Anyway, Kody sent me an ambitious four-round mock for the Buccaneers, and as you can tell from his feedback above, it was only with the first-round pick that we really disagreed. Kody thinks Western Kentucky's Forrest Lamp – the consensus top guard in the draft – will be available at #19, and that the Buccaneers should pounce. I disagreed, suggesting that, internally, the team feels a lot better about its offensive line depth, especially on the interior, than outside analysts appear to feel. I like Lamp as a player and believe he's worthy of the 19th pick but I think there will be equally (or more talented) players at other positions still available that would fill a more pressing need for the Buccaneers. As I've made probably too clear in the last few weeks, I think one of those positions is cornerback.
Essentially, Kody's counterpoint boils down to this: The Buccaneers' overall roster depth means they can stick close to the "best player available" approach (that's good!), and that Lamp is a future Pro Bowler. My problem is with his assessment of what will already be gone by pick #18. Yes, the top safety (probably the top two safeties) will be gone, but there's still a lot of value there. The third safety on the Bucs' board may very well be a better acquisition for the team than the top guard.
As for cornerback, at least one and probably several will already be gone, but I'm not convinced anyone knows for sure which are the best ones. Most mock drafts have Ohio State's Marshon Lattimore going first, perhaps in the top 10, but even that isn't universally agreed upon. After that, I challenge you to find any sort of consensus on the order that these cornerbacks will be selected: Gareon Conley, Marlon Humphrey, Adoree' Jackson, Tre'Davious White, Kevin King, Chidobe Awuzie and Quincy Wilson. I'm sure there's a very clear order for those players on the whiteboards in the Draft Room at One Buccaneer Place, but we're not privy to that. So, Kody, I stand by my original reply to your original email, but I do appreciate all the thought you've put into this. At least the draft is finally here!
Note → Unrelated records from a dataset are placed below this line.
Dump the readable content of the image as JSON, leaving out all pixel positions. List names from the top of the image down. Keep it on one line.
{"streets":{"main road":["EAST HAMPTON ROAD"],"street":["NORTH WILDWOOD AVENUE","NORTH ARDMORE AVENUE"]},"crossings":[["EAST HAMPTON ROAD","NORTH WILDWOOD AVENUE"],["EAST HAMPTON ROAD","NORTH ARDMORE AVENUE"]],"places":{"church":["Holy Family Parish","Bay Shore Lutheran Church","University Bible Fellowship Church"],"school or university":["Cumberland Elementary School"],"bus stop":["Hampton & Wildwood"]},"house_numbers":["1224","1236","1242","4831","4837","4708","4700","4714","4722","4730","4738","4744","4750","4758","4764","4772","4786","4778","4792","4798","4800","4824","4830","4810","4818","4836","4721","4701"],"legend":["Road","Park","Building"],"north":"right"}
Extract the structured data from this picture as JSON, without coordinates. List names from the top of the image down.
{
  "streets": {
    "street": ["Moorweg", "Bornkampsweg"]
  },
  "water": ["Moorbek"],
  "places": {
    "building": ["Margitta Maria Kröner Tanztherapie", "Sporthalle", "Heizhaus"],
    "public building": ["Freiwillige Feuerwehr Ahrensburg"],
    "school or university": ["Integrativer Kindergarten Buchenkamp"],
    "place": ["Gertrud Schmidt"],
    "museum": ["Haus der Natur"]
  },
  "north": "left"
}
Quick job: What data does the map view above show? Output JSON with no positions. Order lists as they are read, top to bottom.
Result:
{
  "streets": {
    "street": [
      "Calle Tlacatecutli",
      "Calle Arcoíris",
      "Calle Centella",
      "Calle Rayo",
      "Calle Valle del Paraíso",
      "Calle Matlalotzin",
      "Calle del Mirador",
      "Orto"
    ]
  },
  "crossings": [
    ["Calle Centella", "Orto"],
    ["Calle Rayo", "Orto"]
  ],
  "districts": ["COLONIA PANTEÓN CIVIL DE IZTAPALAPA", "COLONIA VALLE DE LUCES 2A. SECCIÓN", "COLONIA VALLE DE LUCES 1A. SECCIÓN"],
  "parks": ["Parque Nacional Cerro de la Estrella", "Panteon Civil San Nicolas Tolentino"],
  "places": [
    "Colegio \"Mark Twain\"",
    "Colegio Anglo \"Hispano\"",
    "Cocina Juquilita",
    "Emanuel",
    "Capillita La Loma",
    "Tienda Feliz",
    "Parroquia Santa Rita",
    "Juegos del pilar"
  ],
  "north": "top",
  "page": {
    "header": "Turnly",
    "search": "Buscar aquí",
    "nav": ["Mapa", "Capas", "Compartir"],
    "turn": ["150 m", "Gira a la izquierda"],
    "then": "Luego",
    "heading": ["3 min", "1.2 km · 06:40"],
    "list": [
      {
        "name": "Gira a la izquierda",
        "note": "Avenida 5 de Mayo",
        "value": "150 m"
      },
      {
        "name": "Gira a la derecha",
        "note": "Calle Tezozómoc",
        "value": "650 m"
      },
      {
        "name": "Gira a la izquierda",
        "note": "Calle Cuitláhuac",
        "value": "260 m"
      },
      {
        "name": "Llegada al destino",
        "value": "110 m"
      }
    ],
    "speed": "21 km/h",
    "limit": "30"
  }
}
Now, Brian's tweet was in reply to a Bucs tweet linking to last week's mailbag. That included a discussion about the competing ideas of taking a tight end, a running back or a wide receiver at #19. At various points, in that mailbag and the one before, I think I've contended that there's a good chance that the following players will all be gone by #19: tight end O.J. Howard; wide receivers Mike Williams, Corey Davis and John Ross; and running backs Leonard Fournette and Dalvin Cook. In addition, running back Christian McCaffrey seems to be seeing an uptick in his draft stock the last few weeks, though I don't believe I specifically mentioned him being gone by #19.
So, if I'm reading Brian correctly, he's making a rather convincing argument (if it's true) that those seven players – Howard, Williams, Davis, Ross, Fournette, Cook and McCaffrey – will not all be off the board when the Bucs' pick. From additional tweets in Brian's timeline, it's clear he's hoping that McCaffrey, at least, will still be there. Brian claims that the last time seven "skill-position" players (RBs, WRs and TEs) went in the first 18 picks was nearly two decades ago. So, is his note correct?
It sure is! In fact, I'd have to say he undersold the point. By a lot.
Not only have we not had seven RB/WR/TEs go in the top 18 in this millennium (yes, I know the millennium actually started in 2001, but it sounds more dramatic that way and is still true), we haven't even had six since 2005. That was one of the two years I was guessing would break this string. I thought maybe the 2014 receiver run that brought the Bucs' Mike Evans might put that year over the top, but only three of those came before #19 and there were no backs in the mix. I also know that three of the first five picks in 2005, when the Bucs took Cadillac Williams, were running backs, so I thought that one had a shot. It did get to six with three backs and three receivers, but there were no tight ends. In fact, the tight end position hasn't contributed much to this, with only five top-18 picks in all those drafts combined.
You could say that our cutoff point here is a little arbitrary, and indeed in some years there were several skill-position plays taken in the 19-22 range of picks. But I think that's sort of Brian's point – the Bucs are in what is historically a good spot to get one of the top five to seven skill-position players. Maybe this year just happens to be extra loaded in high first-round options at those three positions, or maybe this happens every year and when it's all said and done the offensive playmakers get spread out all over the round because there are always teams with bigger needs at quarterback, offensive tackle, defensive end and cornerback.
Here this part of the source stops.